Milleluci – Rubbio (VI)

Elvis, il cuoco di montagna.

Io ho avuto modo di conoscere Elvis circa quattro anni fa, grazie alla mitica Cinzia Boggian: era un sabato ed ero alla ricerca di un posto interessante dove andare a cena quando lei mi suggerì di andare al Milleluci di Rubbio (VI).

Il sito web era diverso da quello attuale, molto più spartano, ma mi piacque subito l’idea di assaggiare una cucina molto radicata col territorio e, in particolare, legata a doppio filo con la montagna (che io preferisco nettamente al mare).
A ciò si aggiunga che il suggerimento mi proveniva da una persona che ha una cultura enogastronomica di grandissimo livello.

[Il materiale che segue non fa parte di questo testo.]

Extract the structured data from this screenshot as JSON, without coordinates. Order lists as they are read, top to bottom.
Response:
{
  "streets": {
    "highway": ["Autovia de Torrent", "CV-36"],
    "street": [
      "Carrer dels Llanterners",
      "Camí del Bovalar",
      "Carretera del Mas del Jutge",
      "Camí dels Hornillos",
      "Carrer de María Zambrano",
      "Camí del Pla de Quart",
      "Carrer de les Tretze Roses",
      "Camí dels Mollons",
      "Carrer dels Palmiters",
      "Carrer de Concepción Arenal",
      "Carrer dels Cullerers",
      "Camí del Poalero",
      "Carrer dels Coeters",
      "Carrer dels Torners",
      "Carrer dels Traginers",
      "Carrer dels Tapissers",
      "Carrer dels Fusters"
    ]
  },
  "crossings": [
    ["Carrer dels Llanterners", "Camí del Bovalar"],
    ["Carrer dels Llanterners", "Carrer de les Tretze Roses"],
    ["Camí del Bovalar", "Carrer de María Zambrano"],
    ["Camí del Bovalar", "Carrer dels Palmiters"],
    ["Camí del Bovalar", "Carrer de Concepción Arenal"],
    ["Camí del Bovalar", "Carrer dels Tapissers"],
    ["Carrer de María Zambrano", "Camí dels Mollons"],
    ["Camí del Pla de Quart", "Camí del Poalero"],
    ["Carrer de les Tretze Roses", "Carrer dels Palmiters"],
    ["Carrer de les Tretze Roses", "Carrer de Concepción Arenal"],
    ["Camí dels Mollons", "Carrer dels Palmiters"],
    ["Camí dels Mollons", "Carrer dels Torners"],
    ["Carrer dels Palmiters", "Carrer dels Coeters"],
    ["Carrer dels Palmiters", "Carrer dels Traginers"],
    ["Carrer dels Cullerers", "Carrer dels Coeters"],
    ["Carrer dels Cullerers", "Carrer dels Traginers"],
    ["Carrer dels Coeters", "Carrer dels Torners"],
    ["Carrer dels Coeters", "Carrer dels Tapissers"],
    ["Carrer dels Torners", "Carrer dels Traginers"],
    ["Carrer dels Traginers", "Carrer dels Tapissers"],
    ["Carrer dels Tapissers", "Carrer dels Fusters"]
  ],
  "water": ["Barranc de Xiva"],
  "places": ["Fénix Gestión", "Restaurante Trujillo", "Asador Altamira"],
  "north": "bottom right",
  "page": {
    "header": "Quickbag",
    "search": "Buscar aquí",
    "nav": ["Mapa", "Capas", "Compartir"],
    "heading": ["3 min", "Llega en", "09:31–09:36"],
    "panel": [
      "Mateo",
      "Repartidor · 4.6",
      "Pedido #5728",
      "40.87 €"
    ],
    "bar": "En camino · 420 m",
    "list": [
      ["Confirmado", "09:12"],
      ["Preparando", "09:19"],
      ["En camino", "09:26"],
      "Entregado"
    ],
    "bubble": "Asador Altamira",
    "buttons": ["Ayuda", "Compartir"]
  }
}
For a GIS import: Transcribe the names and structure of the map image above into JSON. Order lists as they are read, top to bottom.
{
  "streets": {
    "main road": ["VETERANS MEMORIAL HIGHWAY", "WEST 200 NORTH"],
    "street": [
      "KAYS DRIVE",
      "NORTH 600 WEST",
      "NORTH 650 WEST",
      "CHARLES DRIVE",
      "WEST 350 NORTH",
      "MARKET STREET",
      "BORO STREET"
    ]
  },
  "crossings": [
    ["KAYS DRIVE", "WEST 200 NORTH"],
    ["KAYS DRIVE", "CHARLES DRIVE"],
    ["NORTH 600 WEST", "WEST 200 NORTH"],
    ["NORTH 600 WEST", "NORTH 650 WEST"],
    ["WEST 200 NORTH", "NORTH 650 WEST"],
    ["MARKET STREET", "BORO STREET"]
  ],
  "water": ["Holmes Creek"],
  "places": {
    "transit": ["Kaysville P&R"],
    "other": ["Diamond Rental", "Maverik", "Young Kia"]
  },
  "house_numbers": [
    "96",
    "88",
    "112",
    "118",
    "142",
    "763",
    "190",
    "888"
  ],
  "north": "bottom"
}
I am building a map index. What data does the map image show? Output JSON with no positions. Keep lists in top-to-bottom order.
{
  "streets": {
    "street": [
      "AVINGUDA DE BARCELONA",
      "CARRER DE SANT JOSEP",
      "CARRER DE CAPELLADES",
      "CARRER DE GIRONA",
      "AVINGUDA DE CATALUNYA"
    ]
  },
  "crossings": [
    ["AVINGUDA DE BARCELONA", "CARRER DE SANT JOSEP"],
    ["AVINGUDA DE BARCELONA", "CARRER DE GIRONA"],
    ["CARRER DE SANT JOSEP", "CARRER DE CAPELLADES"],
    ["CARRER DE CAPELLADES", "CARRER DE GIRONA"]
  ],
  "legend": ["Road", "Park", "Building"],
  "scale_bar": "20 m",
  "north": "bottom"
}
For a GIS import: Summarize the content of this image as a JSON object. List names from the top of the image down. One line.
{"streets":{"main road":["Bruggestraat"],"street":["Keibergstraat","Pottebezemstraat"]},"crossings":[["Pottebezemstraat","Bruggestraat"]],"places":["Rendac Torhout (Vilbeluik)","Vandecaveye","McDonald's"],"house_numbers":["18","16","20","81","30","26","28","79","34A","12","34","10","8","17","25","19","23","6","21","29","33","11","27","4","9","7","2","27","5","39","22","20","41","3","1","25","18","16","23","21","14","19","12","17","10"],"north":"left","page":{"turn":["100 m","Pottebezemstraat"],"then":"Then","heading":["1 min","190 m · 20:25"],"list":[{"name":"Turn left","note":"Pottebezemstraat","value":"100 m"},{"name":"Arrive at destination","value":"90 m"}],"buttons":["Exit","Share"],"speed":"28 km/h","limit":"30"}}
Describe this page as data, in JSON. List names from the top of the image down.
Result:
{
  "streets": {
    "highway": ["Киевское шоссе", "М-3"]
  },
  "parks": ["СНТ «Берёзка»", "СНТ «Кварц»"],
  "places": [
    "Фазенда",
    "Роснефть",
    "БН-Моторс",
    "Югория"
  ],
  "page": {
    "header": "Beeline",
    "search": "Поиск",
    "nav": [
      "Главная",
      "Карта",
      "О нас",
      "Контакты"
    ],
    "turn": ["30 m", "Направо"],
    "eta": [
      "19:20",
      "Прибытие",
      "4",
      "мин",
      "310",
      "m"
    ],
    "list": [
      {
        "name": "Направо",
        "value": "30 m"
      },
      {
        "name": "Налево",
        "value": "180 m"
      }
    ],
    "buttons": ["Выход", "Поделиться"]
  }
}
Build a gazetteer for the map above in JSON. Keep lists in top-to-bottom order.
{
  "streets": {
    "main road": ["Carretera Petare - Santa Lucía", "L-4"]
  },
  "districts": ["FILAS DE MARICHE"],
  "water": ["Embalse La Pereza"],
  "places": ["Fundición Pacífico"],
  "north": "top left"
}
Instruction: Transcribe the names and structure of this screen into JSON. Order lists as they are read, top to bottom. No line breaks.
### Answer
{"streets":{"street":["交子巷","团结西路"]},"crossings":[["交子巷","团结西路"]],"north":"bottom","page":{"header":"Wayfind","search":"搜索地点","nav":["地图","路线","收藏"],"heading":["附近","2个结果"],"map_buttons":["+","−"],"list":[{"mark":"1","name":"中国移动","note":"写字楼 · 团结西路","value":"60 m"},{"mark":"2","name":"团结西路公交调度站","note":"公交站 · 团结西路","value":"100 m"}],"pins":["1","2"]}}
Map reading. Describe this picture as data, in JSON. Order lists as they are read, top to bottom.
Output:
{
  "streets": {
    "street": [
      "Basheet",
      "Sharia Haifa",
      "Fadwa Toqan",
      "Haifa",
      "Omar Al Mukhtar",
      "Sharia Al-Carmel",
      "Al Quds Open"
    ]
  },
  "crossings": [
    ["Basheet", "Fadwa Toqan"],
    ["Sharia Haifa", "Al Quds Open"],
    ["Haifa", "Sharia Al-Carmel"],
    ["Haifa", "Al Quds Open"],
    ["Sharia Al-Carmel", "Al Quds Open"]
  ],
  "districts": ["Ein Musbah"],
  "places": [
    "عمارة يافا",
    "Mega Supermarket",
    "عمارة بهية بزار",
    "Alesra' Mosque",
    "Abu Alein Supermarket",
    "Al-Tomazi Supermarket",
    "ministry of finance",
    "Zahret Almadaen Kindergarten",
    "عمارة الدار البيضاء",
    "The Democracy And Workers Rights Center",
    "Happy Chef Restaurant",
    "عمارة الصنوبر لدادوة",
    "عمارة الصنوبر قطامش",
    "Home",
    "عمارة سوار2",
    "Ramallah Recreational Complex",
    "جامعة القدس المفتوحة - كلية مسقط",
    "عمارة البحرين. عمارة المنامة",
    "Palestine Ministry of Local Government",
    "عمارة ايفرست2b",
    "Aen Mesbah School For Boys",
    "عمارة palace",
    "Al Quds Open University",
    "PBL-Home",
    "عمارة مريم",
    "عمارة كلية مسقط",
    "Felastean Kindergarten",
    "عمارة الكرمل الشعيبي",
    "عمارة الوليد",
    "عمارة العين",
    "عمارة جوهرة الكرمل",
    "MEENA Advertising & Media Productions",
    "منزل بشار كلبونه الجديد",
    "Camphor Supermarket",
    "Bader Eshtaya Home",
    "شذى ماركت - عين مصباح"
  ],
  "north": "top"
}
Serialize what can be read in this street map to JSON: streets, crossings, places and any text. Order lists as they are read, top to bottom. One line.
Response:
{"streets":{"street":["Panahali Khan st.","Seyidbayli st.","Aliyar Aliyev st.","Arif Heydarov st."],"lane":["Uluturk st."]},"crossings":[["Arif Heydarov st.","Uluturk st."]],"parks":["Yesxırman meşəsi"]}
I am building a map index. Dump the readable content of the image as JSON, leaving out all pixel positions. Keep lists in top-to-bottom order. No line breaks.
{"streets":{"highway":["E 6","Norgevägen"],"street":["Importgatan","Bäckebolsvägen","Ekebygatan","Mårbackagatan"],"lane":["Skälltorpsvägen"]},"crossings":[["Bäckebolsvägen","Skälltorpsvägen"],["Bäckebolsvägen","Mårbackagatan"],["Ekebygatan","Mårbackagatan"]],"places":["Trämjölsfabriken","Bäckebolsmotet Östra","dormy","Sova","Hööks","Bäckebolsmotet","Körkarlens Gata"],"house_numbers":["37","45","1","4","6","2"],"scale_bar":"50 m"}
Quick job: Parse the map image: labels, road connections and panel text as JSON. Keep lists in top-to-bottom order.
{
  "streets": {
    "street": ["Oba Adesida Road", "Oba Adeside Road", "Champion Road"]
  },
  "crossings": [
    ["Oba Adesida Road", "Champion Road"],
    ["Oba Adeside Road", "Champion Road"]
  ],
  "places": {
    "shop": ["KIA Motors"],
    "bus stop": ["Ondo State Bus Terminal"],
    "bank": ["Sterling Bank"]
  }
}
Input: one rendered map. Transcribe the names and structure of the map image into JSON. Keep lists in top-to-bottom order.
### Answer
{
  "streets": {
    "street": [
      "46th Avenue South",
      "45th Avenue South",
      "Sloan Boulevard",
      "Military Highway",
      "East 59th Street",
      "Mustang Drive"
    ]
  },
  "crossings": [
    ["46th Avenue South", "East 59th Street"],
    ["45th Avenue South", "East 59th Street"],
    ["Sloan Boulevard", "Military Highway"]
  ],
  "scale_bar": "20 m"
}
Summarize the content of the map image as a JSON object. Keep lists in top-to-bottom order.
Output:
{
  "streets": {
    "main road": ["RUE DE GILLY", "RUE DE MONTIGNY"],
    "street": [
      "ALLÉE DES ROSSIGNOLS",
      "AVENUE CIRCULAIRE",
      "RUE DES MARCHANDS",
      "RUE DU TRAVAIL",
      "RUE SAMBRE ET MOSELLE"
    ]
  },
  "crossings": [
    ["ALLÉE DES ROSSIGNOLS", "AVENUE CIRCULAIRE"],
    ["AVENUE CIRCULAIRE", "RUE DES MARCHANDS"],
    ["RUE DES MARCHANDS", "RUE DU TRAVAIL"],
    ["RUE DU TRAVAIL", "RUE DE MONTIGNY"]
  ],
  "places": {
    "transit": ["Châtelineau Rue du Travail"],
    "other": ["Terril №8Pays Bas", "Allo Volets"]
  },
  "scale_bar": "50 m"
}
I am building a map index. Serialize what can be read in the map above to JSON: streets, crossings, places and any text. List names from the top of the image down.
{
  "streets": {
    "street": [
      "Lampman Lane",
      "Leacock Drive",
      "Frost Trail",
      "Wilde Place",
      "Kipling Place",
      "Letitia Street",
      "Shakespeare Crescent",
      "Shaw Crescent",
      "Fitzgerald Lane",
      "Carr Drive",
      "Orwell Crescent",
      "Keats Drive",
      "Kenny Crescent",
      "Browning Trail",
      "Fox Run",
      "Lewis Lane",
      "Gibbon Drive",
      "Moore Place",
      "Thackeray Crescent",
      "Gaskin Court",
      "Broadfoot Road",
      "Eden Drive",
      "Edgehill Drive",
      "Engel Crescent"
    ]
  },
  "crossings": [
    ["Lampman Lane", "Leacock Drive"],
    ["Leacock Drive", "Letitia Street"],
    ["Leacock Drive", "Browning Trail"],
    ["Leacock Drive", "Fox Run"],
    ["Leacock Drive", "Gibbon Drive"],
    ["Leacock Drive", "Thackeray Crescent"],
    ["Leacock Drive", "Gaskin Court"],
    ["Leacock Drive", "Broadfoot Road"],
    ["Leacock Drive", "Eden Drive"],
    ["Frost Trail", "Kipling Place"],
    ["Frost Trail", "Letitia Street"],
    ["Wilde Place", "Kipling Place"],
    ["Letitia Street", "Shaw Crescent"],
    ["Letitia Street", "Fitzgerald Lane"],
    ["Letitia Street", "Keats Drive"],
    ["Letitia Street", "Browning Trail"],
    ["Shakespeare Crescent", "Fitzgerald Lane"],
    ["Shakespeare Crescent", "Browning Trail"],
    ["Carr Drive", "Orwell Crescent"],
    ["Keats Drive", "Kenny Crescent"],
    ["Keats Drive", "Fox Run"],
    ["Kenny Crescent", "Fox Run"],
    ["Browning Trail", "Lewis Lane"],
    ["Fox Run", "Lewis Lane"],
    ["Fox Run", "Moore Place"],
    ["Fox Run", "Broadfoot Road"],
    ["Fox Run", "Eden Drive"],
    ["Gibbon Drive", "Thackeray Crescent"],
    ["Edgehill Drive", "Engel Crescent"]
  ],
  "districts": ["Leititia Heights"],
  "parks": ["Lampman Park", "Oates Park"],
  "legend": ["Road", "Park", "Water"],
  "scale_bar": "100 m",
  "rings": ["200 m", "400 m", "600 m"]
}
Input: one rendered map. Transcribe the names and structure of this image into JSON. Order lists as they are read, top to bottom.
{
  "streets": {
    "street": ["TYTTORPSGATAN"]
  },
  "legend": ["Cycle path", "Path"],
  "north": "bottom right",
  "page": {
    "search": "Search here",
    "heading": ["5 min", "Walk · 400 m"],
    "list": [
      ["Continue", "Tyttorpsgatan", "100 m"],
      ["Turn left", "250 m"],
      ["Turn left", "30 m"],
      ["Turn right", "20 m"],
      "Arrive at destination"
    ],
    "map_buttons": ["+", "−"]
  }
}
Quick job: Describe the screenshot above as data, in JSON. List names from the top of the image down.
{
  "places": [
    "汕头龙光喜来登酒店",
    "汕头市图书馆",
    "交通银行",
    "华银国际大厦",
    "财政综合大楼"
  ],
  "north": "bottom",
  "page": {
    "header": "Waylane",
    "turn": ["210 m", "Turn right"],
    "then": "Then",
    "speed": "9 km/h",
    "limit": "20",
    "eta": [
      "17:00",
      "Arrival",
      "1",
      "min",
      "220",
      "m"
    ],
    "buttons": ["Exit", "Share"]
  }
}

Dopo essere impazzito per capire dove accidenti fosse Rubbio, ma soprattutto per capire come si facesse a prenotare, mi è corsa in soccorso sempre Cinzia che si è offerta di farlo per me, visto che Elivis è anche un suo amico e con lei condivide la passione per la moto.

A prenotazione avvenuta mi metto in macchina e subito scopro che per arrivare a Rubbio ci vuole circa un’ora e quaranta minuti…

Lasciando il passato alle spalle, da allora, il Milleluci, è divenuto un ristorante costituisce una tappa fissa della mia primavera/estate gastronomica.

Innanzi tutto, c’è da dire che Rubbio è a 1.057 metri d’altezza il che vuol significa che, anche quando fa caldo, lì c’è sempre un bel freschetto e questo, per me, è fondamentale; quando nella bassa, non c’è la classica foschia da calura, il panorama è, ovviamente, qualcosa di splendido (si chiamerà ben Milleluci per un motivo, no?)

Poi c’è la cucina di Elvis che, se si chiamasse Niederkofler, potrebbe tranquillamente dire “cook the mountain”.

È una cucina schietta, genuina, quasi esclusivamente fatta con materie prime di fornitori rigorosamente dei dintorni, quando non è Elvis stesso ad andare in montagna a raccogliere erbe (il che accade molto molto spesso, insieme a suo figlio Giacomo).
Certo, a volte, questa scelta di vita comporta una certa ripetitività negli ingredienti (l’aglio orsino è praticamente ovunque), ma è lo scotto che si deve pagare quando vuoi utilizzare solo quello che la natura ti mette a disposizione in una determinata stagione.

Quando entri nel locale l’impressione è un pochino strana perché, di primo acchito, si ha più l’impressione di essere in un bar di montagna che in un ristorante; anche da fuori la sensazione è più quella di essere in una bar con plateatico.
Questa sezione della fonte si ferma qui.